Sequence Analysis of Human Genome : Prediction of Protein Coding Region in DNA Sequences

Kotoko Nakata[1]
Toru Yoshino[2,3]
Yasushi Kubota[2]
Akinori Sarai[3]

[1]Division of Chem-Bio Informatics
National Institute of Hygienic Sciences
[2]NOVA, Inc., Biosystem Laboratory
[3]RIKEN, Tsukuba Life Science Center

Abstract

As the international Human Genome projects are now being undertaken, numerous nucleic acid sequences are daily determined. The subsequent problems are the prediction of the locations of the protein coding-regions and the specific functional regions. A general method based on the statistical technique of discriminant analysis was previously developed [1], using the neural network theory and the analysis of peculiar features. The method was applied for the predictions of splice junction in mRNA sequences, and the functional regions in DNA and amino acid sequences.

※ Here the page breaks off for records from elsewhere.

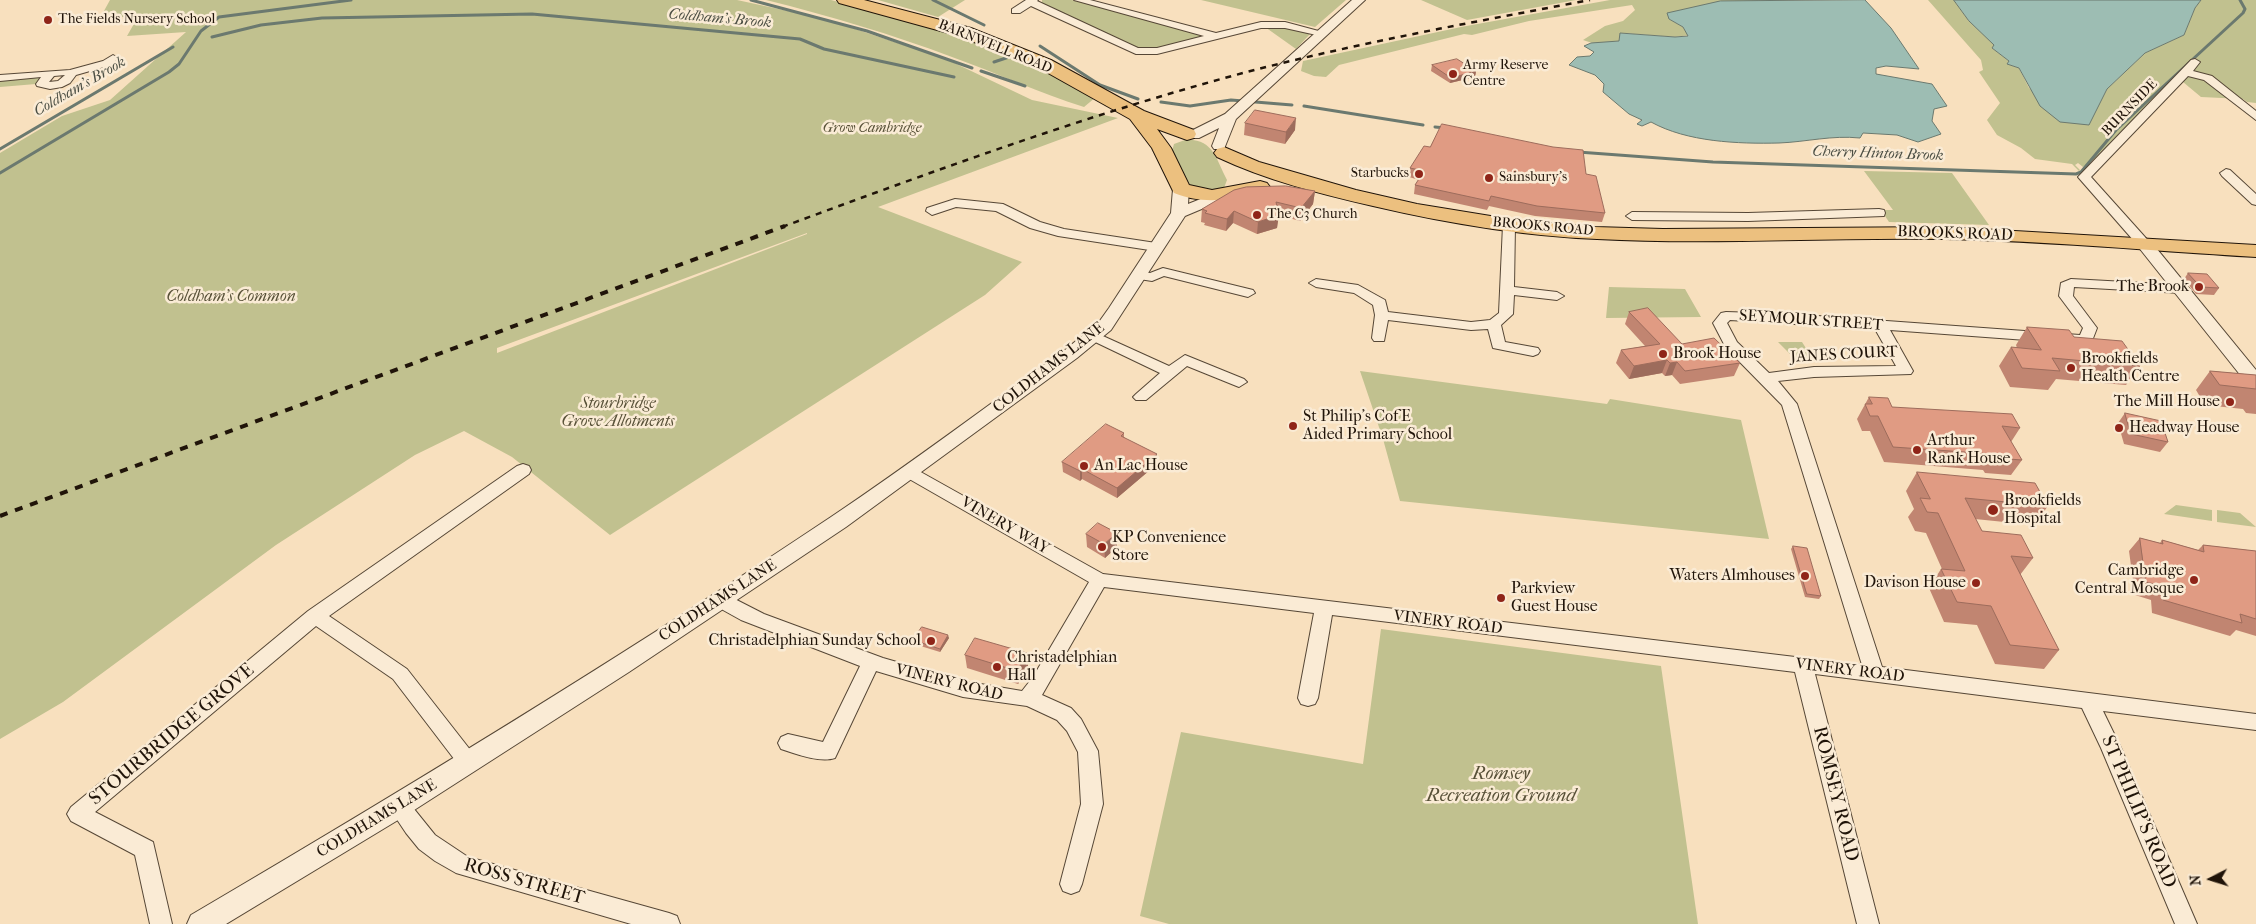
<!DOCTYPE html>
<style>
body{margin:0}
#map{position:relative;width:2256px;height:924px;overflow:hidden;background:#f8e0be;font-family:"IM FELL French Canon",serif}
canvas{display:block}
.north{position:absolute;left:2186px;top:854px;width:50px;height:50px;-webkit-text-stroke:4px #faebd5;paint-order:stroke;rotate:265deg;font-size:14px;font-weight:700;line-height:20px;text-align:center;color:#201409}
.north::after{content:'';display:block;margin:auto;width:18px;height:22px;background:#201409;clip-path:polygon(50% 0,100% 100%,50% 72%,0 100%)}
</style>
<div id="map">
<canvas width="2256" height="924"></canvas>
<div class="north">N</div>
</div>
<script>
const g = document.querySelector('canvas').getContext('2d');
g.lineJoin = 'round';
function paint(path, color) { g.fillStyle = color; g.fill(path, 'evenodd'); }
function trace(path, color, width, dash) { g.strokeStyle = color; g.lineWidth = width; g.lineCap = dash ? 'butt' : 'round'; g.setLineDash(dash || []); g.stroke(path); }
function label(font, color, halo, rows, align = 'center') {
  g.font = font + ' "IM FELL French Canon",serif'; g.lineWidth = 5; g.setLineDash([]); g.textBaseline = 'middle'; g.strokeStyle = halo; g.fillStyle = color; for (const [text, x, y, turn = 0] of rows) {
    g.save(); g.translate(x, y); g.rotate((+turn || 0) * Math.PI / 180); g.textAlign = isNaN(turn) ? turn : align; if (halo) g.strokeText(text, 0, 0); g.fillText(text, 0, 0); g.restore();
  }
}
paint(new Path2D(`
 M110,0H737L825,19L946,59L1032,100L1118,118L878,207L1022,262L985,295L610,535L512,457L464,431L415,455L276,545L63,702L0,739V153L62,116L110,100L186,32L127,36L139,15L99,20ZM807,233V234L497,353V348Z
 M766,0H831L942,29L1016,58L1096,97L1084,107C1039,93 997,73 952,57C891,34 830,16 766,0Z
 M878,0H965L938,17Z
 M1042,0H1072L1197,31L1202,34V37L1153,50L1134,49L1042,4Z
 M1201,0H1346L1315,27Z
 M1421,0H1576L1467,20Z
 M1610,0H1762L1669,19L1683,27L1689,35L1675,37L1621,33L1619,41C1606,44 1595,45 1583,40L1605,26L1623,21L1635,10L1632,5L1529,21L1472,35L1464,34L1339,65L1326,77L1314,76L1301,71L1303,61L1461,27Z
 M1928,0H1954L1969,21L1995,45L1992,48L2009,61L2007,64L2019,68L2029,88L2088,125L2107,89L2145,53L2184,35L2195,8L2201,0H2256V103L2247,102L2243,99L2201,97L2183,82L2172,78C2155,99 2137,117 2118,135C2106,147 2098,158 2083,167L2078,163L2075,165L2080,170L2079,171L2072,164L2035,159L2021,148L1997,135L1987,120L2000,103L1979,72L1983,70L1981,60Z
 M1279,26L1305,31L1310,34L1296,49L1265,27Z
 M42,76L36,84L0,87V80Z
 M1185,140C1213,138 1216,159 1227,180L1224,188L1214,192L1191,187L1172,151L1174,144Z
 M1864,171L1952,173L1989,225L1889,222L1881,210H1893Z
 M1609,287L1685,289L1701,317L1606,318Z
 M1778,342H1802L1811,356L1793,357Z
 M1360,371L1607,404L1610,399L1741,420L1769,539L1400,501L1383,439Z
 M2176,505L2212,510V521L2164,514Z
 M2217,510L2240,513L2256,527L2217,522Z
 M1381,629L1661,666L1698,924H1169L1140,916L1181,732L1363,764Z`), '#c1c18f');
const water = new Path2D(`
 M1865,0L1891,28L1919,69L1886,66L1876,68V74L1932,84L1947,106L1934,109L1932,121L1941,134L1918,142L1897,135L1863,133L1860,138C1832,135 1806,142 1779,143C1738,144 1687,142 1651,122L1642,126L1637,124L1642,120L1629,114L1603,92L1604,84L1595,75L1569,65L1577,57L1590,56L1594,52L1584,46L1591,43L1619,41L1620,33L1675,37L1688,36L1683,27L1669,19L1667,13L1720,1Z
 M1954,0H2201L2195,8L2184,35L2145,53L2107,89L2089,125L2060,122L2040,106L2019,68L2007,64L2009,61L1992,48L1994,45L1969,21Z`);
paint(water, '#9dbdb3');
trace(water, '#6b796f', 1);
trace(new Path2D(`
 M751,0L867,31L972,68
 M933,0L984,25
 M212,37L261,25L322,18L532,14L800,39L824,49L954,77
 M1040,46L1100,85L1138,99
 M994,62L1012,56
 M981,71L1025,86
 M1161,102L1190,106L1231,100L1292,105
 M1304,106L1423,125
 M1435,127L1446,128
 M0,149L173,47
 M1578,152L1713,162L2076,174L2081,172L2116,130L2243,13L2245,9L2240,0
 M0,173L169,72L179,64L201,31L219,17L351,0`), '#6b796f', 3);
const minor = new Path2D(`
 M1026,0H1038L1037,1L1138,48H1157L1204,36L1074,0H1090L1216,33L1261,22H1285L1326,33L1321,36L1285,28H1261L1157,54H1136L1031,6L1020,13H1012V9Z
 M113,55L118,58L111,65L76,75L70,83L62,87L50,89L37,86L36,84L41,77L0,81V75L70,70L103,61ZM54,76L65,75L58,81L49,82Z
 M2195,59L2200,62L2193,71L2212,76L2256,111V120L2204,80L2188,76L2091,177L2153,246L2151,249H2141L2078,177L2191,60Z
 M2226,169L2230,170L2256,194V205L2252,204L2222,176L2220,173Z
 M955,199L1003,204L1040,222L1064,229L1156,243L1163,247L1156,251L1058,236L1030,228L996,211L956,207L932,215L926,211L927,208Z
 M1879,209L1884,210L1885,213L1884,216L1748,221L1632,220L1626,216L1632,212L1748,213Z
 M1509,221L1515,225L1514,287L1557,292L1564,296L1557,300L1514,295L1513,314L1501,325L1505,342L1538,348L1540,351L1538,354L1533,356L1493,348L1488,329L1471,330L1388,320L1384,341H1374L1372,338L1375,315L1373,305L1354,293L1316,287L1309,283L1316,279L1358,285L1385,300L1388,312L1471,322L1490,320L1499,313L1503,225Z
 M1163,268L1253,290L1255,293L1248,297L1164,276L1152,281L1133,278L1131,275L1138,271L1150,273Z
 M2071,279L2181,285L2188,289L2181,293L2074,287L2073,296L2097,328L2092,341L2081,344L1890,330L1913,371L1911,374L1814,377L1778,381L1797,404L1882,667L2256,714V730L2103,711L2121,748L2197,924H2175L2101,748L2082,708L1815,674L1879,924H1857L1795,672L1332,615L1318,698L1315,704L1308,706L1301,704L1298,698L1314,613L1104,587L1042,695L1071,708L1081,719L1098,751L1103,804L1082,884L1079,891L1071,894L1063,891L1060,884L1081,804L1078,752L1067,731L1057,720L1027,706L963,697L876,671L835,758C820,763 796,754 781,749L778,743L781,737L788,734L823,742L860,666L741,620L723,610L712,599L715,594L721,592L764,614L883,658L963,681L1022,691L1033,677L1089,582L904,476L902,472L904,468L910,466L1103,574L1862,665L1782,405L1726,348L1713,323L1721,313L1726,312L1790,314L2080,335L2083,328L2059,296L2061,283ZM1730,320L1875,329L1896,366L1814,367L1769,373L1737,342L1727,323Z
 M1094,332L1169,366L1185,355L1244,379L1247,382L1239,387L1234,385L1187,366L1146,400H1136L1133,397L1136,394L1160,373L1089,339L1087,336Z
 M523,464L529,466L531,470L529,474L329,616L407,669L475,756L478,762L475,768L468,771L461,768L393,679L316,626L95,812L153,842L172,924H150L135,855L71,821L67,814L71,807L308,611L517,466Z
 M399,797L406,799L435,835L468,857L669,913L677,916L680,924H631L456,873L435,861L419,849L406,833L388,806L392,799Z`);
const tertiary = new Path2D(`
 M1352,0H1365L1236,119L1224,149H1214L1212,146L1219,128L1199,138H1189L1187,135L1189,132L1225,114Z
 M1181,184L1189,189L1188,204L1218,192L1226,197L1223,200L1185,216L1111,330L1077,358L846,527L629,672L408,814L226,924H187L191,915C407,788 622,657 831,517C910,464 987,406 1065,350L1099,322L1109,308L1171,213L1173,189Z
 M2146,241L2152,243L2256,370V388L2249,386L2140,249L2138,246L2140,243Z`);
const primary = new Path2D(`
 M837,0H864L971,28L1051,60L1144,111L1194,130L1196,134L1194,138L1187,140L1157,129L1171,148L1189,185L1212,190L1260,181L1267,183L1270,187L1267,191C1235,199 1206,206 1174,193L1152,148L1130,119L1039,68L959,36L839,3Z
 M1224,147L1259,162L1356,190L1417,204L1509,219L1595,227L1663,229L1946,227L2256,245V257C2153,251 2049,241 1945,239C1829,237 1713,245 1597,239C1522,236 1446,223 1373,206C1320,194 1266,180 1217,157L1214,153L1217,149Z`);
trace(minor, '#564736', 2);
trace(tertiary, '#564736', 2);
trace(primary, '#201409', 2);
paint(minor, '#faebd5');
paint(tertiary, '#faebd5');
paint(primary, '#ecc07f');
trace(new Path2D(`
 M782,227C934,171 1086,115 1243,73C1357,43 1474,22 1590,0`), '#201409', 2.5, [6, 6]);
trace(new Path2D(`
 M0,516L785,226`), '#201409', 4, [8, 8]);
paint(new Path2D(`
 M1432,65L1476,71L1475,77L1450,83L1431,71Z
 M1245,123L1295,130L1285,144L1244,135Z
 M1410,168L1586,174L1605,213L1602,222L1535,216L1489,206L1487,210L1414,194L1415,185L1419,180L1409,177Z
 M1315,191L1313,204L1300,221L1278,215L1277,228L1257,234L1233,223L1226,231L1204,225L1205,223L1201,222L1202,209Z
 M2188,273L2219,288L2214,295L2196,294L2184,279Z
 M1629,312L1682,344L1740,363L1734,376L1680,384L1672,375L1665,376L1662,373L1629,379L1616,363L1621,350L1645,346L1625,324Z
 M2027,327L2074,337L2140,366L2126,385L2056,379L2048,390L2010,387L1999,366L2011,347L2017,348L2016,345Z
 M2210,371L2256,375V414L2246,413L2243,409L2205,405L2196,390Z
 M1869,397L1892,407L2020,428L2011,442L2022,460L2011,475L1985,473L1983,470L1884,462L1870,431H1862L1857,419Z
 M2125,413L2168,442L2160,452L2124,444L2118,423Z
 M1124,433V437L1157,464L1117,498L1082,479L1080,481L1063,472L1062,462Z
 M1917,472L2048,506L2034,525L1975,519L1982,531L2033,558L2020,575L2059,650L2044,669L1995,664L1977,625L1944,622L1929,588L1941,569H1942L1926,533L1915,531L1908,517L1914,509L1906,491Z
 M1086,534L1117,547L1105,558L1087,547Z
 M2140,538L2160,543L2162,540L2198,550L2203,545L2256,551V636L2236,630L2230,636L2152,613L2151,600L2135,595L2129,551Z
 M1793,546L1821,596L1819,599L1805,597L1791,549Z
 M949,638L940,652L914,644L913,640Z
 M965,655L1028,666L1018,684L967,668Z`), '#c18571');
paint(new Path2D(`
 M1476,71L1475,77L1450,83L1451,78Z
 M1296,118L1295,130L1285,144L1286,132Z
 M1315,191L1313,204L1300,221L1301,208Z
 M1234,211L1233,223L1226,231L1227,219Z
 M1279,215L1277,228L1257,234L1258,222Z
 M1667,360L1662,373L1629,379L1634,366Z
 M1677,362L1672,375L1665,376L1670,363Z
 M1157,454V464L1117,498V488Z
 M1082,469V479L1080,481V471Z
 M1117,533V547L1105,558L1104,544Z
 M948,635L949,638L940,652V649Z
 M1027,653L1028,666L1018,684L1017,671Z`), '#9d6c5c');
const building = new Path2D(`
 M1457,59L1476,71L1451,78L1432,65Z
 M1255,110L1296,118L1286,132L1245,123Z
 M1442,124L1553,147L1583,150L1586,174L1596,176L1605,213L1537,206L1491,196L1489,201L1415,185L1424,171L1410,168L1424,146L1430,147Z
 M1286,186L1315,191L1301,208L1276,202L1279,215L1258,222L1234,211L1227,219L1205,213L1207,211L1202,209L1234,190L1246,187Z
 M2188,273L2207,274L2219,288L2201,287Z
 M1648,308L1682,344L1714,338L1740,363L1685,371L1677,362L1670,363L1667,360L1634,366L1621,350L1660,344L1629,312Z
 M2027,327L2069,330L2074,337L2122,341L2140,366L2052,358L2060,371L2022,368L2011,347L2041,350Z
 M2210,371L2256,375V389L2220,385Z
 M1869,397L1888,398L1892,407L2012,414L2020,428L2002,426L2022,460L1995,458L1993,454L1893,447L1878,416H1870L1865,404H1872Z
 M2125,413L2161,421L2168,442L2131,434Z
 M1106,424L1124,433L1121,436L1157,454L1117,488L1082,469L1080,471L1062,462Z
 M1917,472L2035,483L2048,506L1965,498L1982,531L2021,535L2033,558L2011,556L2059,650L2010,645L1991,606L1957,602L1941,569L1965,571L1938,513L1927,512L1920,498L1930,499Z
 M1098,523L1117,533L1104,544L1086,534Z
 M2140,538L2163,544L2162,540L2204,552L2203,545L2256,551V619L2240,614L2242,623L2163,600L2162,586L2146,582Z
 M1793,546L1807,548L1821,596L1807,594Z
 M922,627L948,635L940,649L913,640Z
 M975,638L1027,653L1017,671L965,655Z`);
paint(building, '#e09b83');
trace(building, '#9d6c5c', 1);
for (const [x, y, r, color] of [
 [48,20,5,"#8f2418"],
 [1453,74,5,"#8f2418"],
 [1419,174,5,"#8f2418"],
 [1489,178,5,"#8f2418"],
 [1257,215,5,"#8f2418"],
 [2199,287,5,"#8f2418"],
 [1663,354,5,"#8f2418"],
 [2071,368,5,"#8f2418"],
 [2230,402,5,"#8f2418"],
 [1293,426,5,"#8f2418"],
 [2119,428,5,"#8f2418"],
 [1917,450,5,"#8f2418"],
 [1084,466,5,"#8f2418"],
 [1993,510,6,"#8f2418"],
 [1102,547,5,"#8f2418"],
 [1805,576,5,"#8f2418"],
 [2194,580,5,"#8f2418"],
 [1976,583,5,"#8f2418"],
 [1501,598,5,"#8f2418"],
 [931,641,5,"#8f2418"],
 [997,667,5,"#8f2418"]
]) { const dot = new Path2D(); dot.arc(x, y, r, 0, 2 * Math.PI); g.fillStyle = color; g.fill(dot); trace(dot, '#faebd5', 2); }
label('14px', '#201409', '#faebd5', [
 ["The Fields Nursery School",58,20],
 ["Army Reserve",1463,66],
 ["Centre",1463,82],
 ["Starbucks",1409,174,"right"],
 ["Sainsbury's",1499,178],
 ["The C3 Church",1267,215]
], 'left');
label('14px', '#201409', '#faebd5', [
 ["BARNWELL ROAD",995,47,22],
 ["BURNSIDE",2130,108,-46],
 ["BROOKS ROAD",1543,227,5]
]);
label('italic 14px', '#585138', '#faebd5', [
 ["Grow Cambridge",872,129]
]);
label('italic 15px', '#4c4f44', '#faebd5', [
 ["Coldham's Brook",720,19,5],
 ["Coldham's Brook",80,87,-30],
 ["Cherry Hinton Brook",1878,154,2]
]);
label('16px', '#201409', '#faebd5', [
 ["BROOKS ROAD",1955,234,2],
 ["SEYMOUR STREET",1811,321,4],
 ["JANES COURT",1844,355,-3],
 ["COLDHAMS LANE",1049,368,-38],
 ["VINERY WAY",1005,526,30],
 ["COLDHAMS LANE",718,601,-33],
 ["VINERY ROAD",1448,623,7],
 ["VINERY ROAD",1850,671,7],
 ["VINERY ROAD",949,683,14],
 ["COLDHAMS LANE",377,819,-31]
]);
label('16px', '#201409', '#faebd5', [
 ["The Brook",2189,287,"right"],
 ["Brook House",1673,354],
 ["Brookfields",2081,359],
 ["Health Centre",2081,377],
 ["The Mill House",2220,402,"right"],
 ["St Philip's CofE",1303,417],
 ["Aided Primary School",1303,435],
 ["Headway House",2129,428],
 ["Arthur",1927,441],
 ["Rank House",1927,459],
 ["An Lac House",1094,466],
 ["Brookfields",2004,501],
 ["Hospital",2004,519],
 ["KP Convenience",1112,538],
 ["Store",1112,556],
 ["Cambridge",2184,571,"right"],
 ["Central Mosque",2184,589,"right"],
 ["Waters Almhouses",1795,576,"right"],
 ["Davison House",1966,583,"right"],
 ["Parkview",1511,589],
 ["Guest House",1511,607],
 ["Christadelphian Sunday School",921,641,"right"],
 ["Christadelphian",1007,658],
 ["Hall",1007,676]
], 'left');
label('italic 16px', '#585138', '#faebd5', [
 ["Coldham's Common",231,297],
 ["Stourbridge",618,404],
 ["Grove Allotments",618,422]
]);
label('19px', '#201409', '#faebd5', [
 ["STOURBRIDGE GROVE",172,735,-40],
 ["ROMSEY ROAD",1835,794,76],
 ["ST PHILIP'S ROAD",2138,812,67],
 ["ROSS STREET",524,882,16]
]);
label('italic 19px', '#585138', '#faebd5', [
 ["Romsey",1501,774],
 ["Recreation Ground",1501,796]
]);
</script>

We improved the prediction reliability by using the updated database, considering much more features in the sequences, and including the multi-layer neural network with back-propagation training algorithm. We developed a support system for this program on X-windows, SUN workstation. The results of the ongoing analysis are easily visualized and the discriminant variables are effectively selected. The prediction reliability is higher than the previous method and the probability being in coding region for a sequence is shown for each algorithm.